The primary prevention level is meant to address a risk or problem before it becomes a tangible issue. It is geared towards a large population or community, such as teenagers, or males, or young children.  For example, this level of prevention can include taking steps to educate teens about the risk of STDs and how to prevent them, the dangers of drunk driving and how to handle the designated driver situation, or developing laws about helmets and protective gear during athletic activities (Park, Bell, & Baker, 2008).

The secondary level targets a more specific population or groups to keep already present risk factors or early behaviors from becoming bigger problems. This level of prevention may, for example, target males who are at risk for domestic violence due to such risk factors as head injuries or childhood exposure to violence (Wolfe and Jaffe, 2013).   It may be accomplished by getting a handle on learning disabilities through the implementation of Early Intervention and screenings. It could also be done by assessing people with mild traumatic brain injuries in order to help prevent secondary injury, or problems related to inadequate treatment, inflammation, or further injury (Park, Bell, & Baker, 2008).
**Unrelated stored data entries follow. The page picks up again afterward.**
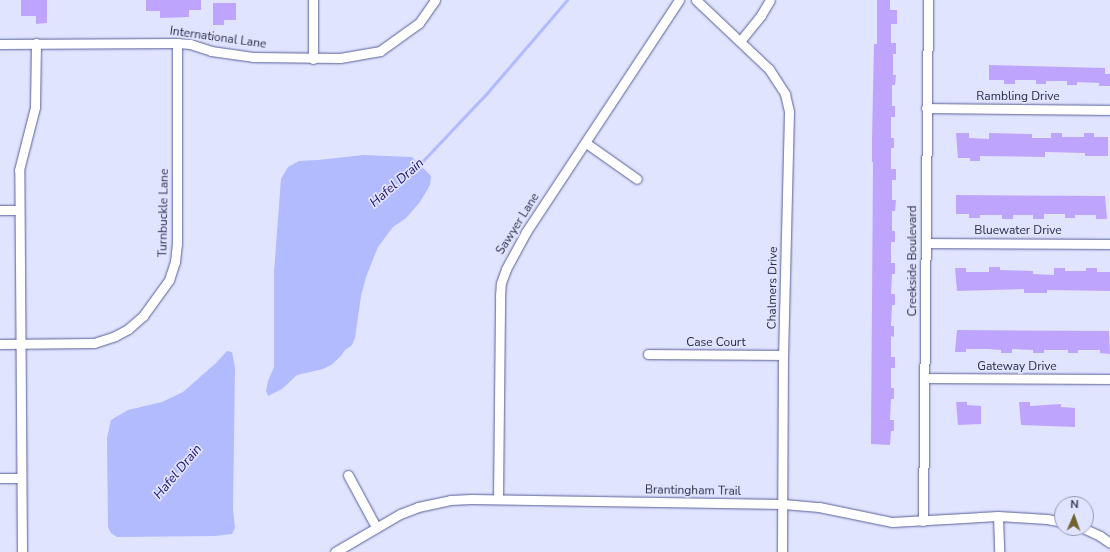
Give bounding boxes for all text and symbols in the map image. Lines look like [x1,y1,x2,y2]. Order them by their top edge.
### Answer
street label: International Lane [169,24,267,52]
street label: Rambling Drive [976,90,1060,104]
water label: Hafel Drain [367,155,427,211]
street label: Turnbuckle Lane [156,169,172,257]
street label: Sawyer Lane [493,191,543,257]
street label: Creekside Boulevard [906,206,920,316]
street label: Bluewater Drive [974,224,1062,238]
street label: Chalmers Drive [765,246,781,330]
street label: Case Court [686,336,746,350]
street label: Gateway Drive [977,360,1057,374]
water label: Hafel Drain [151,441,205,503]
street label: Brantingham Trail [645,483,741,499]
north arrow [1054,496,1094,536]
text: N [1070,497,1079,512]

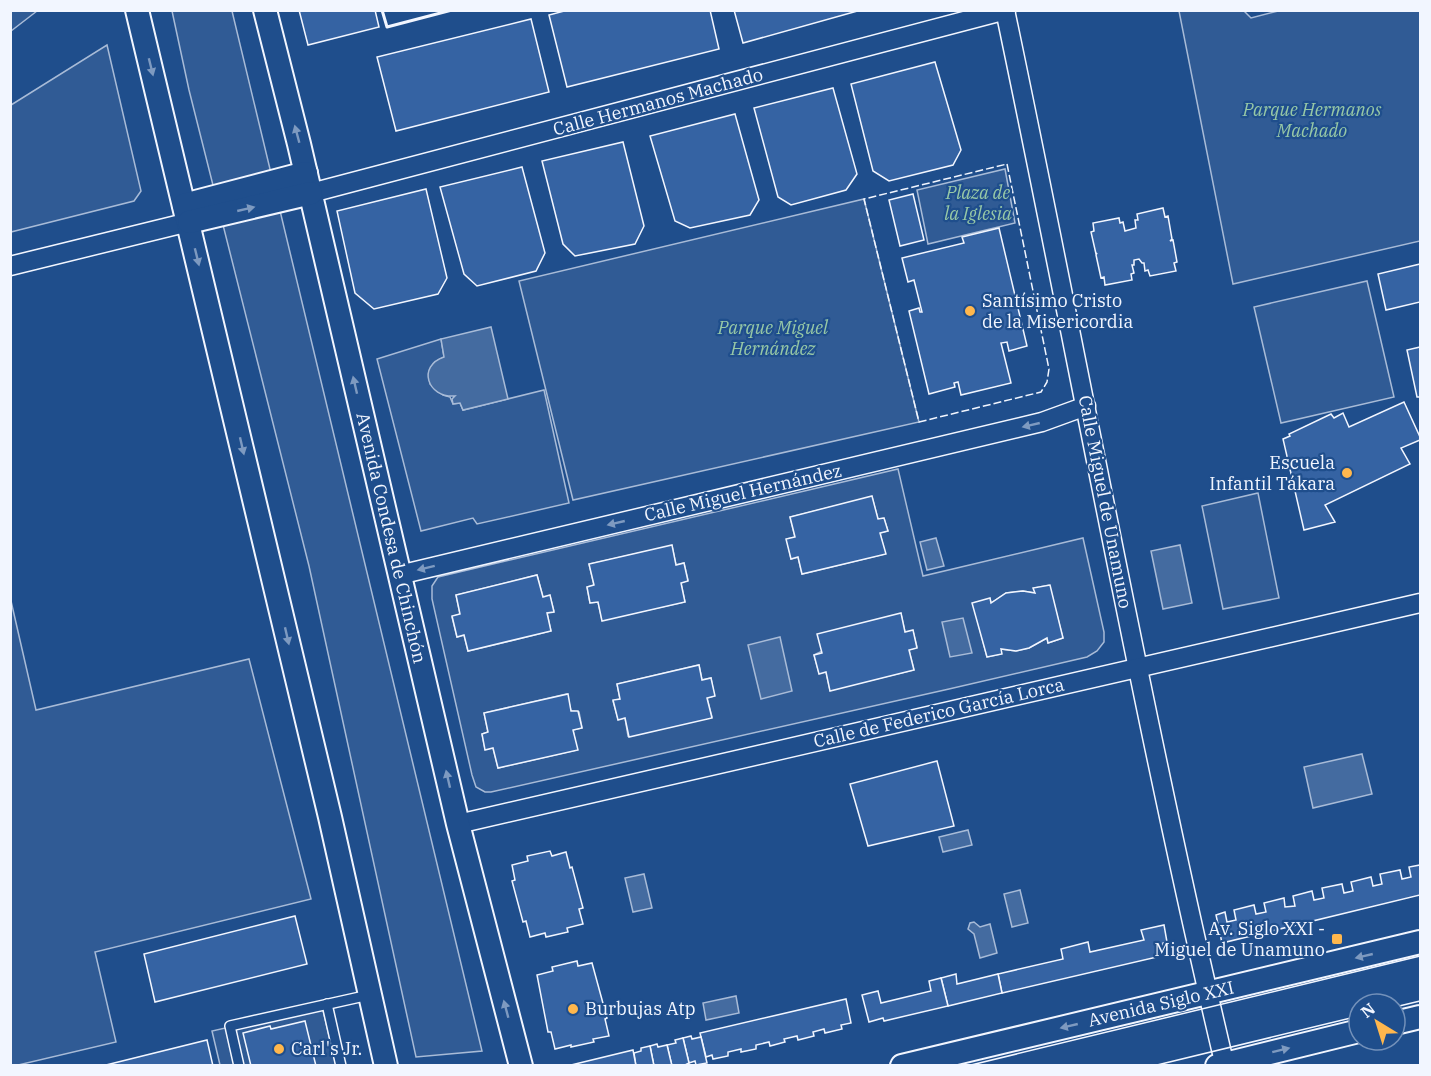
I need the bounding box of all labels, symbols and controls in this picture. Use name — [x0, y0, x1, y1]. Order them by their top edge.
one-way arrow — [146, 58, 156, 77]
street label: Calle Hermanos Machado — [550, 62, 765, 141]
park label: Parque Hermanos Machado — [1242, 98, 1382, 142]
one-way arrow — [291, 124, 301, 143]
park label: Plaza de la Iglesia — [944, 181, 1012, 225]
one-way arrow — [236, 204, 255, 213]
one-way arrow — [192, 248, 202, 266]
place label: Santísimo Cristo de la Misericordia — [982, 289, 1133, 333]
marker: Santísimo Cristo de la Misericordia — [963, 304, 977, 318]
park label: Parque Miguel Hernández — [717, 316, 829, 360]
one-way arrow — [350, 376, 360, 394]
street label: Calle Miguel de Unamuno — [1074, 393, 1137, 610]
street label: Avenida Condesa de Chinchón — [351, 410, 432, 666]
one-way arrow — [1021, 420, 1040, 430]
one-way arrow — [238, 437, 248, 456]
place label: Escuela Infantil Tákara — [1209, 451, 1335, 495]
street label: Calle Miguel Hernández — [642, 459, 844, 526]
marker: Escuela Infantil Tákara — [1340, 466, 1354, 480]
one-way arrow — [606, 519, 625, 528]
one-way arrow — [417, 564, 436, 574]
one-way arrow — [283, 627, 293, 645]
street label: Calle de Federico García Lorca — [811, 672, 1067, 753]
one-way arrow — [442, 770, 452, 788]
place label: Av. Siglo XXI - Miguel de Unamuno — [1154, 917, 1325, 961]
marker: Av. Siglo XXI - Miguel de Unamuno — [1330, 932, 1344, 946]
one-way arrow — [1354, 951, 1373, 961]
street label: Avenida Siglo XXI — [1086, 976, 1236, 1031]
north arrow — [1347, 992, 1407, 1052]
place label: Burbujas Atp — [585, 997, 696, 1020]
text: N — [1357, 998, 1379, 1022]
one-way arrow — [501, 1000, 511, 1018]
marker: Burbujas Atp — [566, 1002, 580, 1016]
one-way arrow — [1060, 1021, 1078, 1031]
place label: Carl's Jr. — [291, 1037, 362, 1060]
marker: Carl's Jr. — [272, 1042, 286, 1056]
one-way arrow — [1272, 1045, 1291, 1055]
The tertiary level of prevention is one which aims to mitigate, address or reduce the effects of an issue which has already presented itself. This level addresses specific individuals who are the “victims” of a behavior, injury, or medical issue, or who have a condition or disability that could have been treated or addressed earlier. This tertiary level of prevention could be used to counsel and protect victims of domestic violence so that the victim is not revictimized or at further risk (Wolfe and Jaffe, 2013).  It could be used to treat further complications or further instances of medical issues such as heart attacks or strokes.
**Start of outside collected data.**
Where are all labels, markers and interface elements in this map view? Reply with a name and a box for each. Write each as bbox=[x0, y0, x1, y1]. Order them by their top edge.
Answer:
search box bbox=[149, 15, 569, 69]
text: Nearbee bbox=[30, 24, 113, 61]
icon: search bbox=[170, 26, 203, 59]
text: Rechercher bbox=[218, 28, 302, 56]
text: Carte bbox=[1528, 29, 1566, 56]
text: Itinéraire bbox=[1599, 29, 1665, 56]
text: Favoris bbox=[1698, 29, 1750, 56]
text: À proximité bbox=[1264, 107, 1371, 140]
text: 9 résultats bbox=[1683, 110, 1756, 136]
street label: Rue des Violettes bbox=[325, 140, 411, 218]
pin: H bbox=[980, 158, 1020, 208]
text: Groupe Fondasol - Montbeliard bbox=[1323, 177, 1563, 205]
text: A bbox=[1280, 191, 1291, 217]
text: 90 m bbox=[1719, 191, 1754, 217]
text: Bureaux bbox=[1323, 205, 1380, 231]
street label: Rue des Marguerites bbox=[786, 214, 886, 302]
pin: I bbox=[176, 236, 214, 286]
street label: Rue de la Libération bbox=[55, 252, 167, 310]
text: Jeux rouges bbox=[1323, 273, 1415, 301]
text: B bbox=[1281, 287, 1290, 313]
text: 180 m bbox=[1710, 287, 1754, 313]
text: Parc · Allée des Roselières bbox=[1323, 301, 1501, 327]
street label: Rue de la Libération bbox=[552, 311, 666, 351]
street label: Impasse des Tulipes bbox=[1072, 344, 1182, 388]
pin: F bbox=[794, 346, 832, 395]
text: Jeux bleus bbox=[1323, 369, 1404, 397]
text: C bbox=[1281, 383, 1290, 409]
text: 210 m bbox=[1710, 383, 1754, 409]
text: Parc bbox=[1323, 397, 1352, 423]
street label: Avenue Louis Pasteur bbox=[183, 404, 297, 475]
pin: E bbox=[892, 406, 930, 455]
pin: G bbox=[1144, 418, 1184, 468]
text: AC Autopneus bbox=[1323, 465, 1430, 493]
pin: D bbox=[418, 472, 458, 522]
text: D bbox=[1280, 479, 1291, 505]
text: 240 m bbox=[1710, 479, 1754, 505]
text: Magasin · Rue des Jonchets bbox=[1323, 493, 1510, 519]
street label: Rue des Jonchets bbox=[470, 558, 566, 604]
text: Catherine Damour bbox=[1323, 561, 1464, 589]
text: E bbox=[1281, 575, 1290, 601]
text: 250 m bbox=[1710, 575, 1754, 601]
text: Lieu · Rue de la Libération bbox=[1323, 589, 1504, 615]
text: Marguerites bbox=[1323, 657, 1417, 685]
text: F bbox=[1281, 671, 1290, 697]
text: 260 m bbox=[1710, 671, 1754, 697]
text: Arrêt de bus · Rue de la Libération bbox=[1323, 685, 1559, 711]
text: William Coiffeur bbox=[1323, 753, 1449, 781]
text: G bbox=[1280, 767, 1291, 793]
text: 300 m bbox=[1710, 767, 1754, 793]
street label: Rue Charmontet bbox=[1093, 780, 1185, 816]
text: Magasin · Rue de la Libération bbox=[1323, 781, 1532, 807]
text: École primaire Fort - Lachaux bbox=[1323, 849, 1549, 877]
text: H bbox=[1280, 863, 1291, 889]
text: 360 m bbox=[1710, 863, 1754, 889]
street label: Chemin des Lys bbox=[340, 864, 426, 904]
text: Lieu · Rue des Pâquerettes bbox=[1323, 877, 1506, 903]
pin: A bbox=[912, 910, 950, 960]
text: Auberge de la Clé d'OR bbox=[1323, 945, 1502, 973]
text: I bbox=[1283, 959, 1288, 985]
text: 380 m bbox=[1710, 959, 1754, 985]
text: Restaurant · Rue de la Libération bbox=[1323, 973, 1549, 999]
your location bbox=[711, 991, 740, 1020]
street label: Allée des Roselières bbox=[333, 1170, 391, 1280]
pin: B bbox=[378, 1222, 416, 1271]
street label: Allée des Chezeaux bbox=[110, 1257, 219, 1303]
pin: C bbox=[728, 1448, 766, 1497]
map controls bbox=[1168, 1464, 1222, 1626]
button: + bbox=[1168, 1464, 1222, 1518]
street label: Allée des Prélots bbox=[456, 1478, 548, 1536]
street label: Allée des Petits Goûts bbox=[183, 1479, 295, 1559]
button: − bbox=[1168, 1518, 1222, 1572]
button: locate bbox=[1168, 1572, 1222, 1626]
Due to budget constraints and lack of resources, it appears as if problems are often addressed at the tertiary level, however this is the equivalent of closing the barn door after the horses are let out. This tertiary level often uses a maximum of dollars to address a minimum number of people who are already affected and suffering. Those dollars could be better spent at the primary level, aimed at a larger group of people who may be at risk but who are not yet affected. One example of this is diabetes. Type II Diabetes is becoming a major health epidemic that impacts not only the people affected by it, but society in that it affects health care costs and resources, employment issues such as time off for illness and health care costs, and more. It is a major cause of blindness, kidney failure, amputations, stroke and heart attack (Bowman, Gregg, Williams, Engelgau & Jack , 2003). Prevention of diabetes at the primary level is largely possible through proper nutrition, exercise, weight management and preventative medical care and whatever, the costs, can help to alleviate suffering and financial strain from many angles.
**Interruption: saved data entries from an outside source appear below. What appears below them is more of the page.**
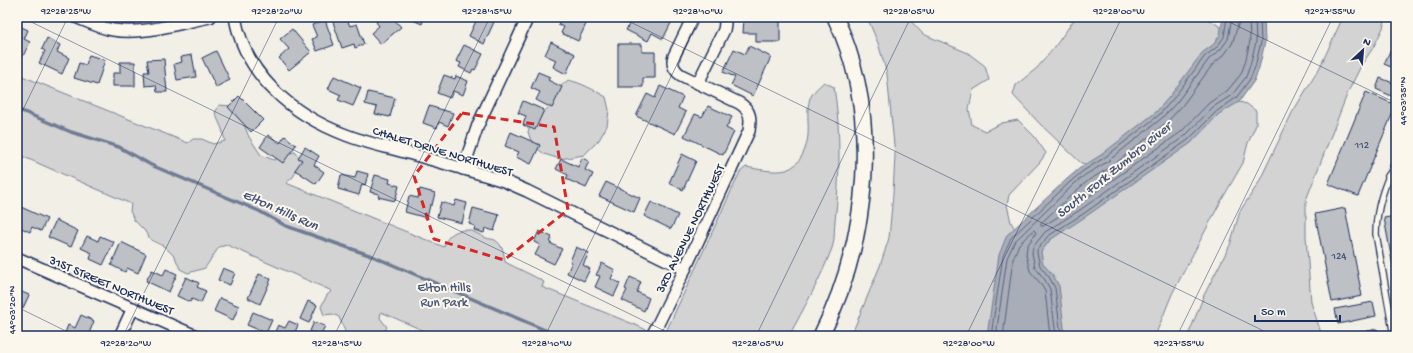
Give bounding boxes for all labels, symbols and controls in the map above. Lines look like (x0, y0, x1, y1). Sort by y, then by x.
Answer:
text: 92°28'25"W (40, 6, 92, 18)
text: 92°28'20"W (251, 6, 303, 18)
text: 92°28'15"W (461, 6, 512, 18)
text: 92°28'10"W (672, 6, 723, 18)
text: 92°28'05"W (883, 6, 935, 18)
text: 92°28'00"W (1092, 6, 1145, 18)
text: 92°27'55"W (1304, 6, 1356, 18)
north arrow (1343, 30, 1383, 70)
text: N (1361, 36, 1372, 50)
text: 44°03'35"N (1398, 76, 1410, 125)
water label: South Fork Zumbro River (1054, 117, 1178, 223)
street label: CHALET DRIVE NORTHWEST (370, 124, 515, 181)
house number: 112 (1354, 140, 1370, 152)
street label: 3RD AVENUE NORTHWEST (653, 162, 729, 297)
water label: Elton Hills Run (240, 187, 321, 236)
house number: 124 (1330, 251, 1347, 263)
street label: 31ST STREET NORTHWEST (46, 253, 177, 320)
park label: Elton Hills Run Park (417, 281, 472, 311)
text: 44°03'20"N (7, 285, 19, 334)
scale bar (1255, 297, 1340, 323)
text: 50 m (1261, 306, 1286, 320)
text: 92°28'20"W (100, 338, 152, 350)
text: 92°28'15"W (311, 338, 362, 350)
text: 92°28'10"W (521, 338, 572, 350)
text: 92°28'05"W (732, 338, 784, 350)
text: 92°28'00"W (942, 338, 995, 350)
text: 92°27'55"W (1153, 338, 1205, 350)

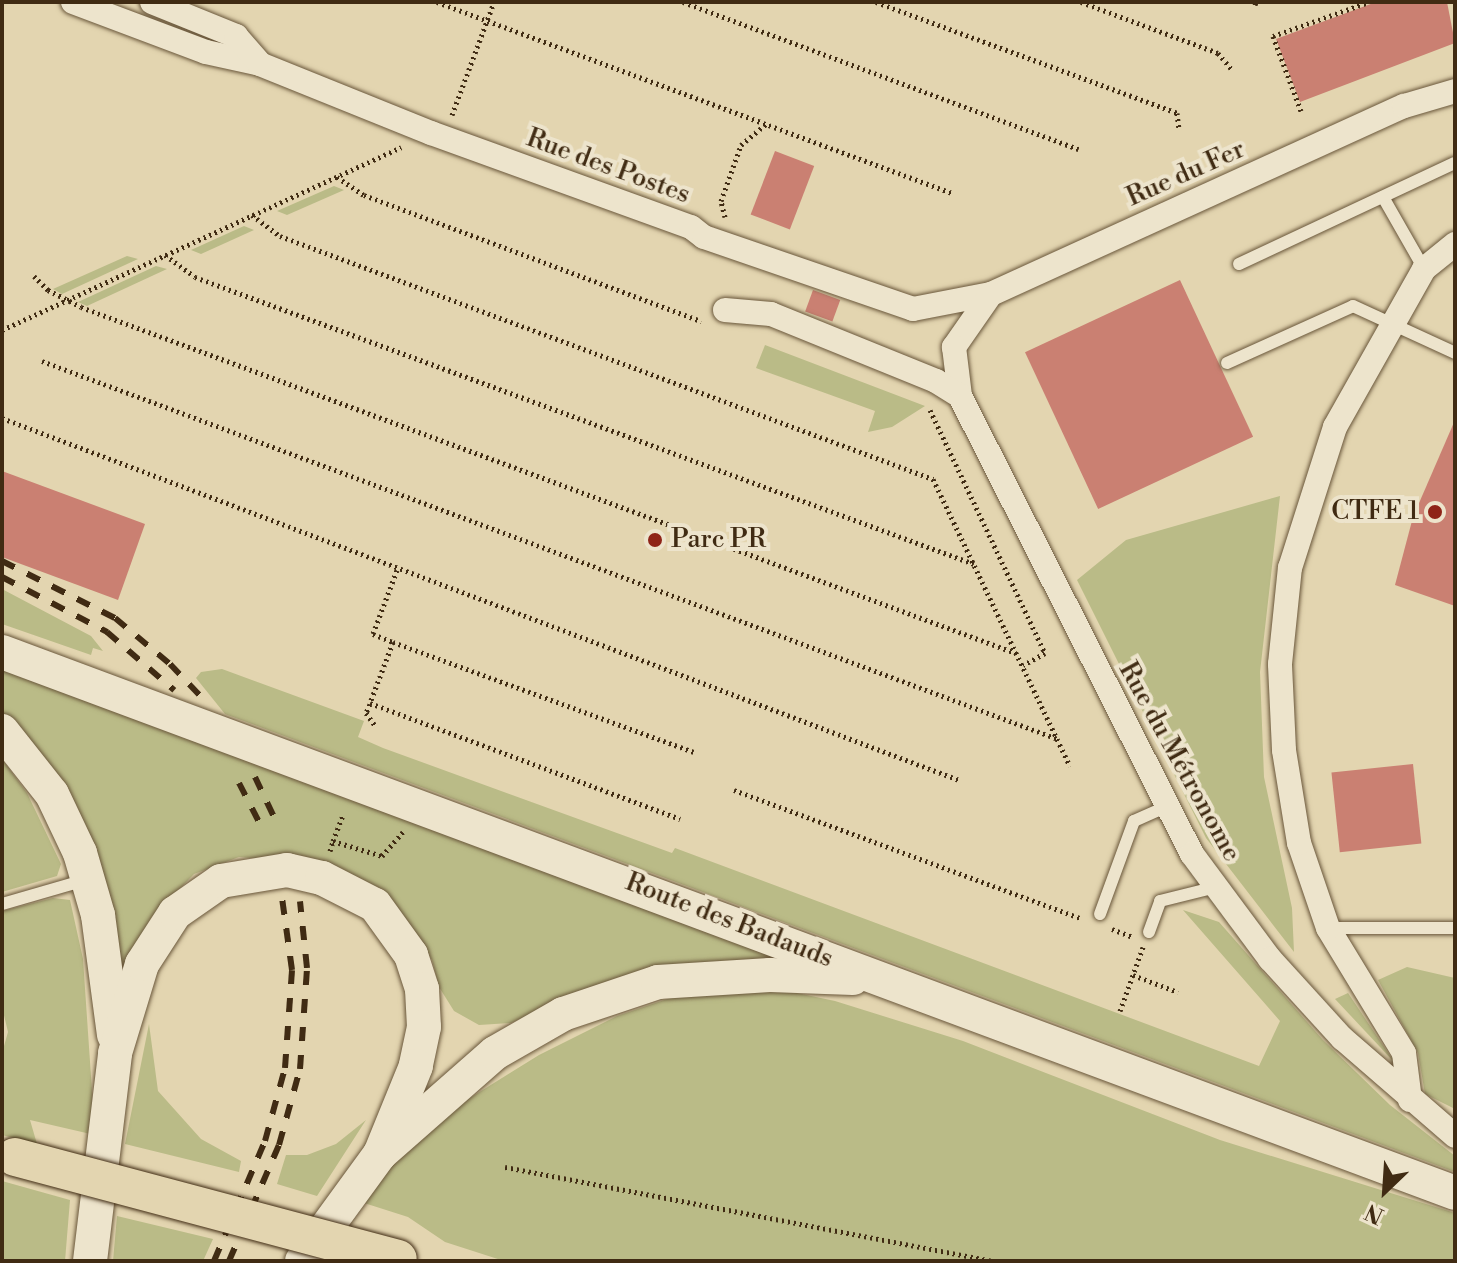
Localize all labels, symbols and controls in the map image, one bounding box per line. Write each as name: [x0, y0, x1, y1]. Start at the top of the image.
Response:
street label: Rue des Postes: [522, 123, 694, 211]
street label: Rue du Fer: [1122, 134, 1250, 214]
place label: CTFE 1: [1331, 496, 1419, 528]
marker: CTFE 1: [1426, 503, 1444, 521]
place label: Parc PR: [671, 524, 766, 556]
marker: Parc PR: [646, 531, 664, 549]
street label: Rue du Métronome: [1111, 657, 1247, 867]
street label: Route des Badauds: [621, 867, 837, 975]
north arrow: [1345, 1151, 1425, 1231]
text: N: [1361, 1197, 1388, 1229]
Another example of how primary prevention is preferable to tertiary prevention is with mental health issue sand eating disorders related to body image. It is well known that daily exposure to magazines and photoshopped models in society, sometimes hundreds of times a day, leads to these issues, primarily in adolescent females. Steps such as eliminating photoshopping and using realistic models in ads and magazines, addressing self -esteem and self -love issues at a young age, and recognizing the signs of eating disorders or poor body image early can affect millions of adolescent females in a positive way and prevent mental health issues and eating disorders. Some countries have recently made laws that models cannot be below a certain size or weight without a medical note stating that this is their natural and healthy body composition in an effort to keep models form starving themselves to reach an impossible and unhealthy ideal set by the fashion industry. More recently, we have seen campaigns to show “real” women with flaws, stretch marks, extra weight and no photoshopping. There are now emerging “plus size models” in magazines such as Sports Illustrated swimsuit edition, and in clothing store ads - while these models are far from plus size by society’s standards, they are far above the traditional size 0 that is generally seen in the fashion world.